Pendapatan 1 Miliar dan Privatisasi Bidang Kesehatan

Selasa, 18 Oct 2022 18:30 WIB
Pendapatan 1 Miliar dan Privatisasi Bidang Kesehatan
Foto: Pexels: Pixabay
Jakarta -

Baru-baru ini, publik sempat dihebohkan oleh video TikTok dari investment coach Felicia Tjiasaka yang kemudian tersebar ke banyak platform media sosial lainnya. Dalam video tersebut, Felicia menanyakan pada beberapa orang agen asuransi mengenai pendapatan mereka dalam sebulan. Beragam jawaban yang diperoleh memiliki satu kesamaan: jumlah nominalnya besar. Mulai dari Rp600 juta, Rp1 miliar, hingga Rp1,1 miliar, nilai income yang sangat jauh di atas standar Indonesia ini seakan mengundang publik untuk bereaksi.

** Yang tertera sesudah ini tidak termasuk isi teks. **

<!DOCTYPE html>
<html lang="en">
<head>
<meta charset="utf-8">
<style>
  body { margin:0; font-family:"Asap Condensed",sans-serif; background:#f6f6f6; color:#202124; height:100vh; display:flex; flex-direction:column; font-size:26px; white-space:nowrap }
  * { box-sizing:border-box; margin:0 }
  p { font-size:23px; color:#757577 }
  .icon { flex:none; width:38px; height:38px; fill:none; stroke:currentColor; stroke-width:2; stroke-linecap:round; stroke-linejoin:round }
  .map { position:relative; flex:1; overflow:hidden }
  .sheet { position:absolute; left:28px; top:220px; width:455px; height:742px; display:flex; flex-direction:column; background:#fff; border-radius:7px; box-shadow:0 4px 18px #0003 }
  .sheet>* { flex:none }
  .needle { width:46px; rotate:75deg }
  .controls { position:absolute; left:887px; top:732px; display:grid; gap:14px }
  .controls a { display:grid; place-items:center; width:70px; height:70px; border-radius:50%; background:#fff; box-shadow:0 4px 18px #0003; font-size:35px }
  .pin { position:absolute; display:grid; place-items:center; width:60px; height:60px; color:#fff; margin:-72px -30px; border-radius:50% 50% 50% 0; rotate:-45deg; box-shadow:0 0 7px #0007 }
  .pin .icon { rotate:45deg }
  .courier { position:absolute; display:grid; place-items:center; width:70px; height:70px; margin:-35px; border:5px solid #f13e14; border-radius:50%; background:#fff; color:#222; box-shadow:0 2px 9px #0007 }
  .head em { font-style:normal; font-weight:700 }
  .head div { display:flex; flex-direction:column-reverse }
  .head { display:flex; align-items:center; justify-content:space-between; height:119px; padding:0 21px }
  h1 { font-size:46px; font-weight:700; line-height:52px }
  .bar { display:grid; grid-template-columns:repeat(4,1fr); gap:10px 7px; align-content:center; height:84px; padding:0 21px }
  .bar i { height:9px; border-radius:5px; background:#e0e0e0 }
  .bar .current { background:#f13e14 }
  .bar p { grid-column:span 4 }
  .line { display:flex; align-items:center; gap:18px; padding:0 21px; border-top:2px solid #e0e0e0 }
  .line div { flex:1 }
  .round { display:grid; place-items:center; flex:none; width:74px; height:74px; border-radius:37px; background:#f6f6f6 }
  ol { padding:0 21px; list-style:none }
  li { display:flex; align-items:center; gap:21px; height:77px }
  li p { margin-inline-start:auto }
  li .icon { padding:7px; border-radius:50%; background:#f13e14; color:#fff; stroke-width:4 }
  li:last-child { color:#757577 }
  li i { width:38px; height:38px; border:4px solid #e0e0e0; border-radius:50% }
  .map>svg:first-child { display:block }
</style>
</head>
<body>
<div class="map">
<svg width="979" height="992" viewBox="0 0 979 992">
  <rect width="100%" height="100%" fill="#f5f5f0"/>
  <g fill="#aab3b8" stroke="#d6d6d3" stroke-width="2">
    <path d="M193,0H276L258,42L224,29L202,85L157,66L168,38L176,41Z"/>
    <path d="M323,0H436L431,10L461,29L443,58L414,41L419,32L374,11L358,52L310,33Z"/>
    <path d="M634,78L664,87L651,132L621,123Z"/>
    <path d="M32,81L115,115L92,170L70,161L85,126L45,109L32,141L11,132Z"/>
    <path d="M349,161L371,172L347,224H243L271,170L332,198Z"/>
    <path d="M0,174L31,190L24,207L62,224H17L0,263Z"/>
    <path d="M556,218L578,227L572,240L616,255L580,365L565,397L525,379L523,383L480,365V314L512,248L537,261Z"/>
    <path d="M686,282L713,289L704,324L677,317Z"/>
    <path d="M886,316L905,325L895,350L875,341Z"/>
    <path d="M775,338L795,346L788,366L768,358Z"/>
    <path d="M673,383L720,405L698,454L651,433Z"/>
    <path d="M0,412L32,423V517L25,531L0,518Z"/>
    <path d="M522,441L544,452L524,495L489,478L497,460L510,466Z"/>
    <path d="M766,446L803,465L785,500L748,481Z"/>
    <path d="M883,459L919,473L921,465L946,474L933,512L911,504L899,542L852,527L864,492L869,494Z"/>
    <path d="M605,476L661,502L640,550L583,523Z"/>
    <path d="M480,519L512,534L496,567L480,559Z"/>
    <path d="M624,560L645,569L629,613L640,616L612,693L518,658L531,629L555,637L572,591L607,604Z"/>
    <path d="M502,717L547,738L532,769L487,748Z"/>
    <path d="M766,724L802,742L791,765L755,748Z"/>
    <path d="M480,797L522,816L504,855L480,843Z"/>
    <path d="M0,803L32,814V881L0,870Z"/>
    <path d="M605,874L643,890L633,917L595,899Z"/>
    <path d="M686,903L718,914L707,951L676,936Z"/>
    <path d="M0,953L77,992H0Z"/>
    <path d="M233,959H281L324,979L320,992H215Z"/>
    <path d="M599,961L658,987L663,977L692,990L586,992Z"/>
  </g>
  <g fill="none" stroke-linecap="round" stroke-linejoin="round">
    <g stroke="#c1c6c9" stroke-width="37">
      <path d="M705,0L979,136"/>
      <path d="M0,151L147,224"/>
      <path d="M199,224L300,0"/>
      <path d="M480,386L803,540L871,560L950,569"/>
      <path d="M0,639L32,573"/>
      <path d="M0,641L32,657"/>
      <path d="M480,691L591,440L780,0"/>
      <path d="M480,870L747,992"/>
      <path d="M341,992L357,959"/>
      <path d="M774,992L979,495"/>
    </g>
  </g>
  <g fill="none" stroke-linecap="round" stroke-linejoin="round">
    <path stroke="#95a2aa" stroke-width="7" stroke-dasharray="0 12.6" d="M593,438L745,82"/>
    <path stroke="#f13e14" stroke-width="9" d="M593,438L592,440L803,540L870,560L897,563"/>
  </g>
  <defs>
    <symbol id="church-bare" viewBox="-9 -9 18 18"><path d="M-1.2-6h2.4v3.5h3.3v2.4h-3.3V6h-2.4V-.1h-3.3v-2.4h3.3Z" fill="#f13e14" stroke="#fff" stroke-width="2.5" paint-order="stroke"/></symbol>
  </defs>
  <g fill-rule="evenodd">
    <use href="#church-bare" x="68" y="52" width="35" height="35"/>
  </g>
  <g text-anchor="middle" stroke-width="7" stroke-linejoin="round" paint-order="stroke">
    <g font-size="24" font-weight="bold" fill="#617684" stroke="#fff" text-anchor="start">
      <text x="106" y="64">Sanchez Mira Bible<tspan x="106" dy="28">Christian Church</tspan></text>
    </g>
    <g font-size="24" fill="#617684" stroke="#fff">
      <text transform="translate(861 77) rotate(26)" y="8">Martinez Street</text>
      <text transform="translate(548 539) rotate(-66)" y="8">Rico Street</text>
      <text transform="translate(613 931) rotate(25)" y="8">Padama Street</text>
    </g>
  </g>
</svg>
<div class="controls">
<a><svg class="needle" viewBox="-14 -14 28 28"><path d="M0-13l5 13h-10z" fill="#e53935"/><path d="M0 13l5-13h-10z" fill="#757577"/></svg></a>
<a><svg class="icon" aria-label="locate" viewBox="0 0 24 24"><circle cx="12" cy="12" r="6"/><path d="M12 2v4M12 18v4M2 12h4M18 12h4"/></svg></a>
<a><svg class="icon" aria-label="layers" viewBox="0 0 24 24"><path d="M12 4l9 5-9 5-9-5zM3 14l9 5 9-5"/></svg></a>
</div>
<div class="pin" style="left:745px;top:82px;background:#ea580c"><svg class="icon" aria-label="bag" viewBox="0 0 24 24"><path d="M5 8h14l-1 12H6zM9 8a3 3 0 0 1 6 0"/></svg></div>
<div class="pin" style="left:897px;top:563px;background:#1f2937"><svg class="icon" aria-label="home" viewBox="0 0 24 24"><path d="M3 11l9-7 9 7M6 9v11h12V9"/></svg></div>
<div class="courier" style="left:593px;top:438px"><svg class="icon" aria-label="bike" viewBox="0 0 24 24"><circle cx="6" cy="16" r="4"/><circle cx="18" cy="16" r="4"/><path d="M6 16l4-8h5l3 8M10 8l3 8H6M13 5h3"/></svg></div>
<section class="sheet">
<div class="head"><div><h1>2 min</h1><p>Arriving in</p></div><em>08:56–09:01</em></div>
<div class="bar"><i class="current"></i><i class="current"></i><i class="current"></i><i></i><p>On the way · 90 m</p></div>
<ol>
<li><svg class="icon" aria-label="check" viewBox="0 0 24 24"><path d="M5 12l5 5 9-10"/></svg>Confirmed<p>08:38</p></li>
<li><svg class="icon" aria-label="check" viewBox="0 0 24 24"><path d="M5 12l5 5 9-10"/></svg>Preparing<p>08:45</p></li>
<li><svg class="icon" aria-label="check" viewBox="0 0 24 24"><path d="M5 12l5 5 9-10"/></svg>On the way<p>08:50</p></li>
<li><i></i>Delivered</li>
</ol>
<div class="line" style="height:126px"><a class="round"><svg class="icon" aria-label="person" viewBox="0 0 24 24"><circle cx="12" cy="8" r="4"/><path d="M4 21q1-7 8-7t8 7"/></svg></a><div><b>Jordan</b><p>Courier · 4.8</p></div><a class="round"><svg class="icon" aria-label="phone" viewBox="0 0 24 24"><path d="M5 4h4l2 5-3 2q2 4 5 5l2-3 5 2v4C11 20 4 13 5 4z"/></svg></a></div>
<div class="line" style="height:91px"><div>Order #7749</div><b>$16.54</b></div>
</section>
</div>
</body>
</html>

Respon netizen pun tentu beragam, mulai dari "kapan ya", "manifesting this", "level percaya diriku menurun", dan banyak lainnya. Setelah first impression dan rasa kaget mulai mereda, tak sedikit publik yang mulai bertanya-tanya, seberapa besar potongan yang diambil oleh perusahaan dan agen asuransi hingga mereka bisa meraup pendapatan sebesar itu?

Melihat Cuan Asuransi Lebih Dalam

Setelah ditelusuri lebih lanjut, seluruh sumber yang diwawancarai ternyata bekerja untuk agensi asuransi yang sama. Banyak yang beranggapan bahwa video tersebut merupakan bentuk marketing untuk merekrut agen baru, dengan iming-iming potensi pendapatan yang besar. Hal ini dibantah oleh sang pembuat video, Felicia, walaupun publik tetap skeptis.

Publik sendiri memiliki hubungan yang kompleks dengan bisnis asuransi. Banyak yang beranggapan bahwa sektor kesehatan seharusnya menjadi ranah publik yang dijamin oleh negara. Privatisasi kesehatan yang seharusnya merata bagi seluruh masyarakat dinilai problematik. Di negara tanpa sistem universal health care yang menyeluruh, asuransi pribadi kadang menjadi satu-satunya safety net bagi masyarakat. Sebagai bagian dari SDG, negara-negara anggota PBB telah berkomitmen untuk berupaya mewujudkan universal health care di seluruh dunia pada 2030, namun realitanya sebelum hal ini terwujud tingkat kesehatan yang merata masih jauh di depan mata.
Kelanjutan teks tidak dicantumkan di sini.